Notorious for organising bizarrelly botched showcases such as the one we explored in yesterday's post, Florence's Pitti Uomo trade show is luckily also well-known for special projects like the double bill runway that on Thursday evening took place at the Stazione Leopolda. The event reunited two Japanese labels, Jun Takahashi's Undercover and Takahiromiyashita The Soloist.
The show marked a return to Florence for Takahashi who, nine years ago, presented Undercover's S/S 2010 menswear collection at the Boboli Gardens.
This time there were none of the magically eerie dolls that Takahashi called "Graces", but a focus on the dichotomies of life.
Though the show was divided into two neat parts (this seems to be a recurring theme recently for Takahashi, whose latest women's show focused on the idea of twins...), it was considered as one event playing around the order/disorder and disorder/order themes.

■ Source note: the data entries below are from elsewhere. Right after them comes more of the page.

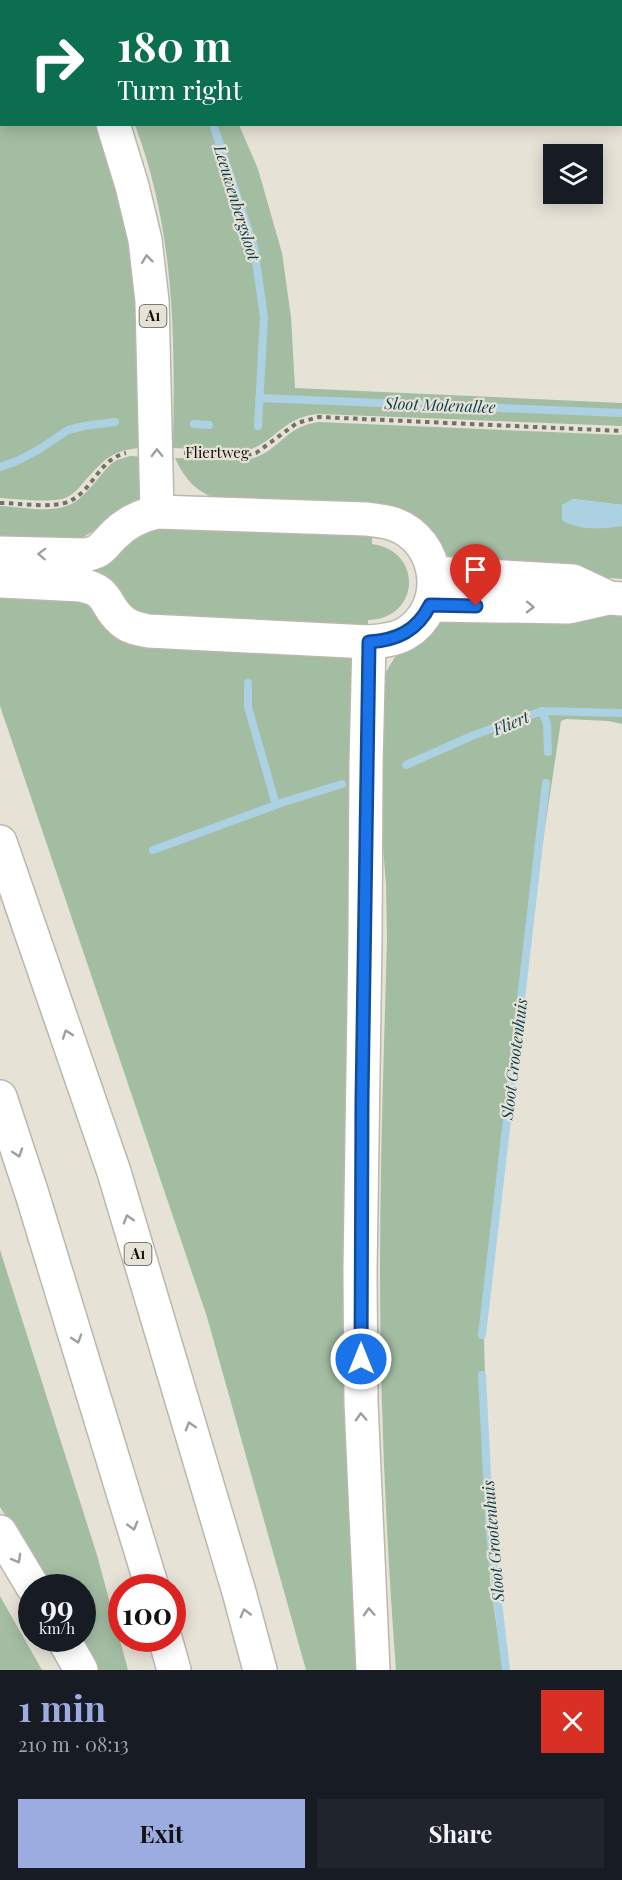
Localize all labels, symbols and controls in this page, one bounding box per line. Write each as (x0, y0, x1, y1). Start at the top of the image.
text: 180 m (117, 17, 232, 73)
icon: right (18, 24, 96, 102)
text: Turn right (117, 71, 242, 107)
water label: Leeuwenbergsloot (210, 142, 265, 264)
map controls (543, 144, 603, 204)
button: layers (543, 144, 603, 204)
one-way arrow (141, 254, 154, 263)
road number: A1 (140, 305, 166, 327)
water label: Sloot Molenallee (383, 392, 496, 417)
street label: Fliertweg (185, 442, 249, 462)
one-way arrow (151, 449, 163, 458)
pin (450, 544, 501, 606)
one-way arrow (38, 548, 47, 560)
icon: arrive (459, 553, 492, 586)
one-way arrow (526, 600, 535, 613)
water label: Fliert (489, 706, 533, 740)
water label: Sloot Grootenhuis (496, 997, 531, 1122)
one-way arrow (61, 1029, 74, 1040)
one-way arrow (11, 1147, 24, 1158)
one-way arrow (123, 1214, 135, 1225)
road number: A1 (124, 1243, 152, 1265)
position arrow (329, 1327, 393, 1391)
one-way arrow (70, 1333, 82, 1344)
one-way arrow (355, 1412, 368, 1421)
one-way arrow (185, 1421, 197, 1432)
water label: Sloot Grootenhuis (477, 1479, 508, 1604)
one-way arrow (126, 1520, 139, 1530)
one-way arrow (10, 1553, 21, 1563)
speed limit sign: 100 (108, 1574, 186, 1652)
text: 99 (40, 1586, 74, 1626)
one-way arrow (363, 1607, 376, 1616)
one-way arrow (239, 1609, 252, 1619)
text: km/h (39, 1618, 75, 1638)
text: 1 min (18, 1683, 106, 1731)
button: close (541, 1690, 604, 1753)
text: 210 m · 08:13 (18, 1730, 129, 1757)
button: Exit (18, 1799, 305, 1868)
button: Share (317, 1799, 604, 1868)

Takahashi was the first to go: things started with floor-length pleated skirts with matching turtlenecks and gloves. Rather than hinting at the genderless trend, the ensembles - replicated in grey, navy, camel, plaid and check prints - called to mind the attire of samurais.
Then came soft knitted bermuda shorts and fleece tailored suits and tracksuits that pointed to nature and woods, but some elements matched with them, like the rubber boots and thick safety gloves, started to introduce the dystopian side of the collection.

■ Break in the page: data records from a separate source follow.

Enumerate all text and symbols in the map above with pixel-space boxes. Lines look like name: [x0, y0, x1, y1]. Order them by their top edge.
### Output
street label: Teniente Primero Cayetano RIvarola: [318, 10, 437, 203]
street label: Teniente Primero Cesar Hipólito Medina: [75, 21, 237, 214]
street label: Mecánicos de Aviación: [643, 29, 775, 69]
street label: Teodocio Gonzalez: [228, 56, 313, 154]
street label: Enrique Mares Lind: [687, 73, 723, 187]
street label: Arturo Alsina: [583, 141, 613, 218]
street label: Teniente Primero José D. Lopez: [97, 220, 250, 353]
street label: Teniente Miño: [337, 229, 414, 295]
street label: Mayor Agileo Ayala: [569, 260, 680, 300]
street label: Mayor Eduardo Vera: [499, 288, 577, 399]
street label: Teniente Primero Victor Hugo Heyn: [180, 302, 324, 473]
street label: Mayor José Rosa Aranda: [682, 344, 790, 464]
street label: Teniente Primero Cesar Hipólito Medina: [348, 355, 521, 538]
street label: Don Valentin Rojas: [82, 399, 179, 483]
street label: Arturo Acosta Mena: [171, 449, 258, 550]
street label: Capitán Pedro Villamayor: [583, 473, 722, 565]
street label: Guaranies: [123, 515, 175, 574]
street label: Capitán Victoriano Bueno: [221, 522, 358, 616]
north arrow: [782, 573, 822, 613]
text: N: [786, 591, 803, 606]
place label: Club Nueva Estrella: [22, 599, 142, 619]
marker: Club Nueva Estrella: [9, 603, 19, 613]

Warnings such as "Caution: Contains Explosive Bolts", "Computer Malfunction" and "Human Error" appeared on nylon trenches, rubber boots, bags, sweats and padded tops, but it was the message "HAL 9000", the sentient computer HAL (Heuristically programmed ALgorithmic computer) from Stanley Kubrick's "2001: A Space Odyssey" that pointed to the core inspiration for this collection.
Takahashi proceeded to incorporate screenshots of the film - the monolith, the astronauts, the cool interiors of the spaceships and the iconic final bedroom - on some of the designs, such as tops, jackets and a dramatic poncho (hopefully copyrights for the use of such images were sorted...).
The slogans on the designs and the reference to "A Space Odyssey" pointed therefore at the role of artificial intelligence in our times and at the war between man and machine.
Though dystopian, the collection didn't have a final pessimist message as the show closed with relaxing argyle and plaid motifs, followed by a model clad in a comfy dressing gown and pajamas set printed with tiny images of the character Frank Poole adrift in space, and by a group of astronauts in primary coloured space suits and LED-lit face masks.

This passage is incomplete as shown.